Chiudo rapidamente con alcuni dati relativi alla sessione sull’invecchiamento delle persone con HIV e dei problemi anticipati che questo comporta.
La prevalenza di fragilità cognitiva nelle persone con HIV di più di 50 anni è più alta di quella della popolazione generale di età maggiore di 65 anni.

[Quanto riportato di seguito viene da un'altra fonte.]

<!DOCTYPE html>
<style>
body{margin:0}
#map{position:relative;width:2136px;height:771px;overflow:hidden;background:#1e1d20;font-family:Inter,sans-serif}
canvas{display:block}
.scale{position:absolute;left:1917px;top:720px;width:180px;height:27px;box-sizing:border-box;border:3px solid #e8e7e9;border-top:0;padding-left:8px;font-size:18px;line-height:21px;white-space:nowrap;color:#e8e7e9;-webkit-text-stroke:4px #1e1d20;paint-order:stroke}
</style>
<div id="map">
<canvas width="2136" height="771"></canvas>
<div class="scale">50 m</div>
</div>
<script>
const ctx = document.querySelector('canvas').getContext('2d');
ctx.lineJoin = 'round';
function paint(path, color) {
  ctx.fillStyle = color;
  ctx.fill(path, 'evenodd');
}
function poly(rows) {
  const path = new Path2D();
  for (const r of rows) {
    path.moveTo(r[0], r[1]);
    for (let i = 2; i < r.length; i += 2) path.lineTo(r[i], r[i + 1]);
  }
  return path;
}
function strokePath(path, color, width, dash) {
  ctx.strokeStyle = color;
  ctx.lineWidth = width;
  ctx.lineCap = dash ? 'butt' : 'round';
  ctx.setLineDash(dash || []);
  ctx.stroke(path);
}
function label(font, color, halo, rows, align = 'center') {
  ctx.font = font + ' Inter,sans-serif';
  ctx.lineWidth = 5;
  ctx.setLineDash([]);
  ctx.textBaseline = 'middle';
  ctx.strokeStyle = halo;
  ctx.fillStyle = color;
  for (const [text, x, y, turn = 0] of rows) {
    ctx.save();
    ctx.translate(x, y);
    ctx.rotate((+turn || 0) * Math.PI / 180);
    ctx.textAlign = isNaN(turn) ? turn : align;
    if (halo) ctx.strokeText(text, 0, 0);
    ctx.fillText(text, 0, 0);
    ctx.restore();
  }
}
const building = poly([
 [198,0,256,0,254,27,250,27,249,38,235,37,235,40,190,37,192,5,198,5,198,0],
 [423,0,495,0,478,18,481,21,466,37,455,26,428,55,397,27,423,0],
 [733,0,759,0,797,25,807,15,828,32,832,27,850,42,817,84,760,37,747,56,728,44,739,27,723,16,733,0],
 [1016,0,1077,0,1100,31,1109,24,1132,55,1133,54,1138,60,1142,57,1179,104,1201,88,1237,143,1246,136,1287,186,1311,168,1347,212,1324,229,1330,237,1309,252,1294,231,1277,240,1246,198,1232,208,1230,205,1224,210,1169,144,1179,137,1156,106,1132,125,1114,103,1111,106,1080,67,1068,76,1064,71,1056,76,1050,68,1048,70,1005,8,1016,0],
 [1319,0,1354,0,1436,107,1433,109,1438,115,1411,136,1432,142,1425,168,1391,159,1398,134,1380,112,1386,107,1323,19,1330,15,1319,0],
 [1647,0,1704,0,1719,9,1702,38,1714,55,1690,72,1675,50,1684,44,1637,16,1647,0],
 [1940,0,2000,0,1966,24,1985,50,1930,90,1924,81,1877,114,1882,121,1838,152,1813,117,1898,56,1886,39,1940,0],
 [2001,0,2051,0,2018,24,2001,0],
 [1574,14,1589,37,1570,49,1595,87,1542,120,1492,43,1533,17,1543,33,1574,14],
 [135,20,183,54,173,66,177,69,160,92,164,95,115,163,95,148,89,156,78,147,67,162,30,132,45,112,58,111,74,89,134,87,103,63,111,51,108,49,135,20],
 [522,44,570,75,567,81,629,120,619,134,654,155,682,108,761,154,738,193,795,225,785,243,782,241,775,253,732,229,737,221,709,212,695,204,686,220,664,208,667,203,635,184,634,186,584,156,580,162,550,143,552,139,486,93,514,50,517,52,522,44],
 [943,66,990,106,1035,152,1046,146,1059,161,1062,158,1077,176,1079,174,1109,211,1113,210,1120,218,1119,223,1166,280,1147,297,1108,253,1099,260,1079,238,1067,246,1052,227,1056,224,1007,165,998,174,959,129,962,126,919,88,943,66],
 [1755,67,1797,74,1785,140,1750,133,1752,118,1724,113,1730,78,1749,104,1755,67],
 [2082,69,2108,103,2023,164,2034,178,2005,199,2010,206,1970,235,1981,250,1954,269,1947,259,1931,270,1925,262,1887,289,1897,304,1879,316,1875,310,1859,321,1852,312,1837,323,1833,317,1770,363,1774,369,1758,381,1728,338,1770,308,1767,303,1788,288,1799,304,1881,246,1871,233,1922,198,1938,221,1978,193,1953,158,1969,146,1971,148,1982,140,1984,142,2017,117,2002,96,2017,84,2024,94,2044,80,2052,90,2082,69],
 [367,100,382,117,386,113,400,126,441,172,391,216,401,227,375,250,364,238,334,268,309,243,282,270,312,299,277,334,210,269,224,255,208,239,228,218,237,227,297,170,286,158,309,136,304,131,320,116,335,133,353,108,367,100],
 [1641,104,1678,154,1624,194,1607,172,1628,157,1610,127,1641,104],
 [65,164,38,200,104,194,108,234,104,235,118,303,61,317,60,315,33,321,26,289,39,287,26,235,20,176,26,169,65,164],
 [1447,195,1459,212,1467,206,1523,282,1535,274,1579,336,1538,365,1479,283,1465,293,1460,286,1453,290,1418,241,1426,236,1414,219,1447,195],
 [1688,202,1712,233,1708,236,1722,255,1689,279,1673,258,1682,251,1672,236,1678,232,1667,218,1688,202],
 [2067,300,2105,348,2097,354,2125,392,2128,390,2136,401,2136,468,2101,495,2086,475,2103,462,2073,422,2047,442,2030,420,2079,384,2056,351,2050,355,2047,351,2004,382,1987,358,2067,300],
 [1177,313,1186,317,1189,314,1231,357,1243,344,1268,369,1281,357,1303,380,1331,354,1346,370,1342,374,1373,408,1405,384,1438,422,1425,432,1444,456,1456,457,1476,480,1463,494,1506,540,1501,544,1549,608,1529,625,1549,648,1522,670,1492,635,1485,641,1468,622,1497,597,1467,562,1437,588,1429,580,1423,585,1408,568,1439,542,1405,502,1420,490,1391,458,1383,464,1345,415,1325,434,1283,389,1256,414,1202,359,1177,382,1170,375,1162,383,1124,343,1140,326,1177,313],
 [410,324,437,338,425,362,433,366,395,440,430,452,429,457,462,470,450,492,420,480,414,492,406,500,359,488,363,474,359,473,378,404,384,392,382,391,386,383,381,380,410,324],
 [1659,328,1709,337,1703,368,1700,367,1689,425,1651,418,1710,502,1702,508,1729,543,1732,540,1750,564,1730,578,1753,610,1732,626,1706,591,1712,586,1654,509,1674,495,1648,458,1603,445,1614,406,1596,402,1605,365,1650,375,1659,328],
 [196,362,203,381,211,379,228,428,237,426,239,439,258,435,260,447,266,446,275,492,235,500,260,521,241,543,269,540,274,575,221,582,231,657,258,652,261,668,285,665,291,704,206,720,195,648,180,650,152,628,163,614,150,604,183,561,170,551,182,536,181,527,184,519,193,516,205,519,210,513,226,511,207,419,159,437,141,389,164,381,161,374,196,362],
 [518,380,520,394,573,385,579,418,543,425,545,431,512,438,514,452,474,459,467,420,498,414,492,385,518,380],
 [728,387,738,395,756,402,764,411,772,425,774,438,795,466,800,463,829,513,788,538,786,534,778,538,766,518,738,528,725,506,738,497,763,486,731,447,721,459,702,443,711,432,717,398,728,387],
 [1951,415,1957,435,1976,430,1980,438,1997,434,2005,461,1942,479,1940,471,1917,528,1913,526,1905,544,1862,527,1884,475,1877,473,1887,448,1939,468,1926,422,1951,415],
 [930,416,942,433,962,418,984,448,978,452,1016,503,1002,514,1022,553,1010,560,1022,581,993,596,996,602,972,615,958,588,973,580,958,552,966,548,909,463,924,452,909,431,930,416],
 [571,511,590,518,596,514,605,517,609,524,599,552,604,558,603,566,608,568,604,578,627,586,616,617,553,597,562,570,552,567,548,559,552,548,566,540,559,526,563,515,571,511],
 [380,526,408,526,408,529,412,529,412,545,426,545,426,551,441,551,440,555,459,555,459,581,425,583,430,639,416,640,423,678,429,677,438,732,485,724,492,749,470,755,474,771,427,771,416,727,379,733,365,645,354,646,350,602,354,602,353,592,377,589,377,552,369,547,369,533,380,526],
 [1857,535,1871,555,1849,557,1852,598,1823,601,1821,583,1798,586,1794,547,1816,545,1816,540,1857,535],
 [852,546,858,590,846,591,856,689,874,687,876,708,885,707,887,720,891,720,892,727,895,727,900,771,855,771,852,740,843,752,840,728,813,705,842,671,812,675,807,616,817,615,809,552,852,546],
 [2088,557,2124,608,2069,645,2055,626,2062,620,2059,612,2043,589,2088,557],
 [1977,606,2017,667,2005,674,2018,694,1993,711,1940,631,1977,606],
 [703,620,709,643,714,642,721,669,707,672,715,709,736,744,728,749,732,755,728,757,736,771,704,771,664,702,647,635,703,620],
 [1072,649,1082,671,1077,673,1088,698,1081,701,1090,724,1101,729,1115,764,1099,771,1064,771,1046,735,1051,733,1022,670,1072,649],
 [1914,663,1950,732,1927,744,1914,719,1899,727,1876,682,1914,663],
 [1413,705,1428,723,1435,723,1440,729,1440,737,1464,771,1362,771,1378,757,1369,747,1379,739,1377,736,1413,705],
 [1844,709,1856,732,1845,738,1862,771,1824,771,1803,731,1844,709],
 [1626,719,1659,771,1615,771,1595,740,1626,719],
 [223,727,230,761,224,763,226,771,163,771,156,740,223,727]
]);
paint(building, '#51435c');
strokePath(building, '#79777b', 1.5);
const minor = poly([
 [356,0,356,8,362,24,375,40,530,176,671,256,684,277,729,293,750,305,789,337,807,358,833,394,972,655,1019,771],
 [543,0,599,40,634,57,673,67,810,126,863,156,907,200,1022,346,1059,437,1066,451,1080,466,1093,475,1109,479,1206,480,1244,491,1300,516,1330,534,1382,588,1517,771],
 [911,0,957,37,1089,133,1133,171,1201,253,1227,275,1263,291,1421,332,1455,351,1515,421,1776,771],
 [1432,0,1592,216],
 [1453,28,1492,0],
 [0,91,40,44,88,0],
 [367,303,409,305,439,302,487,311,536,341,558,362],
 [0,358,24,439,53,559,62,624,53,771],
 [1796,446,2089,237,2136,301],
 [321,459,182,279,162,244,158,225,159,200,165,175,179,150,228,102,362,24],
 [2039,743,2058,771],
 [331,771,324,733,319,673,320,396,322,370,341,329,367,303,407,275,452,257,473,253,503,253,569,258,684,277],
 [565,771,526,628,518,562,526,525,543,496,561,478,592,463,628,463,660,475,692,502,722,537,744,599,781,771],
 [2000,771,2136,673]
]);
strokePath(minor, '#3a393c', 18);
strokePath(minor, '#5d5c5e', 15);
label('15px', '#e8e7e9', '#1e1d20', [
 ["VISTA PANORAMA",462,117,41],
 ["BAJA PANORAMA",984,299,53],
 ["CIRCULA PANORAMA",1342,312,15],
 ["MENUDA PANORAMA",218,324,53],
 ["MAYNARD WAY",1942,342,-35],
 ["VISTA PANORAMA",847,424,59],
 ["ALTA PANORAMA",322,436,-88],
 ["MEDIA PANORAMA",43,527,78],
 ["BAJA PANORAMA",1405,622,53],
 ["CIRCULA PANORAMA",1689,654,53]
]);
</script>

Il numero di anni vissuti con HIV è associato a una maggiore fragilità cognitiva, il che porta a pensare che HIV in sé sia un fattore di rischio per lo sviluppo di queste condizioni, con ogni probabilità a causa dell’infiammazione provocata dalla presenza di HIV nel corpo.

Anche nella conferenza EACS, come in tutte le principali conferenze, questi temi vengo affrontati con sempre maggior frequenza. Mi chiedo quando accadrà anche nei reparti di malattie infettive.